SAN ANTONIO (ABP) — The United States faces twin dangers of radical Islam and radical atheism, Chuck Colson, the former Watergate-conspirator who founded Prison Fellowship Ministries, told pastors at the Southern Baptist Convention.
“No time in history have we looked around and seen greater danger,” Colson said at a pastors conference prior to the SBC annual meeting in San Antonio. “We have a danger from the East and a danger from within. We are fighting a form of Islam married to facism.”
There is a second threat, “a culture war” emerging in Western society, Colson continued: “Two-thirds of Americans say there is no such thing as moral truth.”
Neo-atheism has set the stage for an all-out war, he said, noting Richard Dawkins' book, The God Delusion. “We are under a vicious attack by neo-atheists. Christians have got to be able to speak up and give a reason for the hope that is within us.”
Colson insisted Christians should know that Christianity is a way of seeing all of life from a specific viewpoint. He said they should also understand a biblical worldview and revitalize the gospel.
“The job of the church is … to take [the] gospel into every single walk of life to bring the righteousness of Christ to bear on every single aspect of this world, which he created,” Colson said. “As we Christians do that, the gates of hell can't stand against us because we are on the attack.”
Furthermore, baptisms are decreasing in Southern Baptist churches because church members are “not doing evangelism God's way” author T.W. Hunt declared during a prayer time at the conference.
“God cannot use our arrogance,” he said, asking the assembly to “pray that God will reveal what in us is arrogant enough that it impedes his work.”
Another guest speaker, former SBC president Jerry Vines, said divine encounters are “scripted in heaven, produced on earth and choreographed by the Holy Spirit” to give believers the opportunity to share Christ with the lost.
Preaching from the story of Philip and the Ethiopian eunuch in Acts 8, Vines said Philip — a “prompt, observant soul-winner” — listened to God's command and met the eunuch on the road as he passed in his chariot.
“He could have said, ‘not me, not now, not there,' when God told him to arise and go,” said Vines, the former pastor of First Baptist Church in Jacksonville, Fla. “But he went with no hesitation and no complaint.”
The chariots of opportunity that come today are changing from what they looked like in the past, Vines said.
“They're changing racially; they're changing with their religions; they are changing technologically,” he said. “Amidst those changing chariots there are two constants that do not change. People have the same needs and the same holes in their hearts that people have always had. And the same gospel of the Lord Jesus Christ can meet the need in that heart.”
Paige Patterson, president of Southwestern Baptist Theological Seminary in Fort Worth, Texas, offered encouragement for pastors and their families facing opposition. Look for the victory in spite of opposition, he said.
“You may not see it right now but there is coming a day when the just God will reward you for every heartache,” he said. “Tribulation, yes, sorrow … heartache, it is OK. The glory that shall be revealed shall be greater than all the suffering.”

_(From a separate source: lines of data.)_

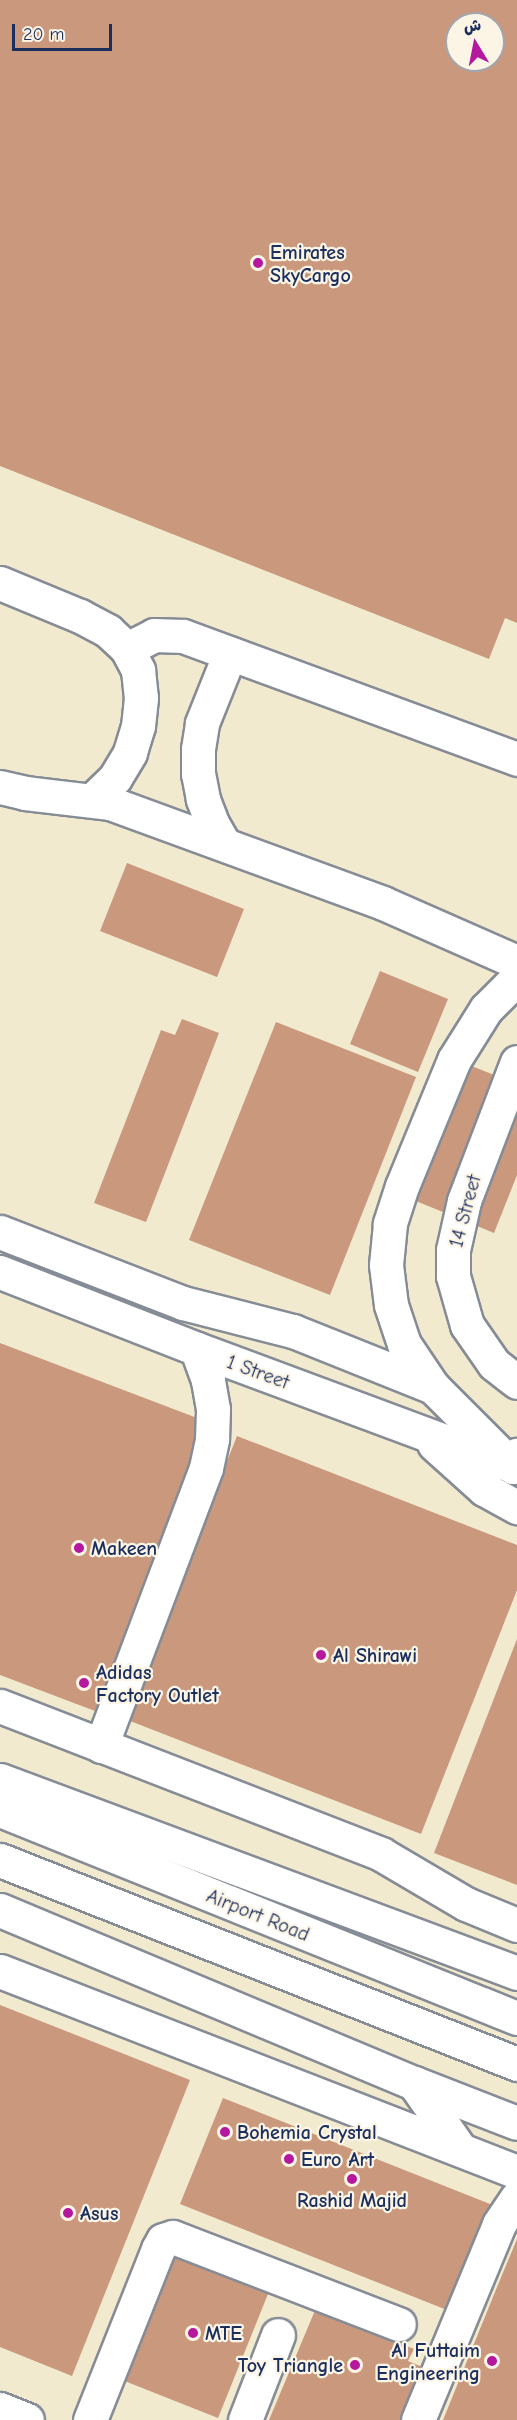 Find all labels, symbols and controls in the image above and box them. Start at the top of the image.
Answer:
scale bar [15,12,116,50]
north arrow [445,12,505,72]
text: ش [462,16,482,37]
text: 20 m [23,24,64,45]
place label: Emirates SkyCargo [270,240,351,287]
marker: Emirates SkyCargo [251,256,265,270]
street label: 14 Street [444,1172,486,1250]
street label: 1 Street [224,1350,292,1394]
place label: Makeen [91,1536,157,1560]
marker: Makeen [72,1541,86,1555]
place label: Al Shirawi [333,1643,417,1667]
marker: Al Shirawi [314,1648,328,1662]
place label: Adidas Factory Outlet [96,1660,219,1707]
marker: Adidas Factory Outlet [77,1676,91,1690]
street label: Airport Road [203,1883,313,1947]
place label: Bohemia Crystal [237,2120,377,2144]
marker: Bohemia Crystal [218,2125,232,2139]
place label: Euro Art [301,2147,374,2171]
marker: Euro Art [282,2152,296,2166]
marker: Rashid Majid [345,2172,359,2186]
place label: Rashid Majid [297,2188,407,2212]
place label: Asus [80,2201,118,2225]
marker: Asus [61,2206,75,2220]
place label: MTE [205,2321,242,2345]
marker: MTE [186,2326,200,2340]
place label: Al Futtaim Engineering [376,2338,480,2385]
place label: Toy Triangle [238,2353,343,2377]
marker: Al Futtaim Engineering [485,2354,499,2368]
marker: Toy Triangle [348,2358,362,2372]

But no matter how much opposition one has or how much suffering one experiences, always remember that “mine is infinitesimal in comparison to what others in the world are suffering. We never suffer as much as others,” Patterson said.
The final thing to remember while facing opposition is that “in those trials, God gives us the opportunity to develop Christian graces otherwise we would not have.” The only way to appropriate “the Christian graces” is for opposition to come, he said.
“The wrath of man is not the righteousness of God,” he said. “I do not come by any of that naturally. God has used difficulty in my life to try to teach me some virtues.”
Also offering testimonies were O.S. Hawkins of GuideStone Financial Resources; Al Mohler of Southern Baptist Theological Seminary in Louisville, Ky.; and Jimmy Draper, retired president of LifeWay Christian Resources.
Newly elected pastors' conference officers include: President Michael Catt; Vice President Steve Dighton; and Secretary-Treasurer Roy Crowe.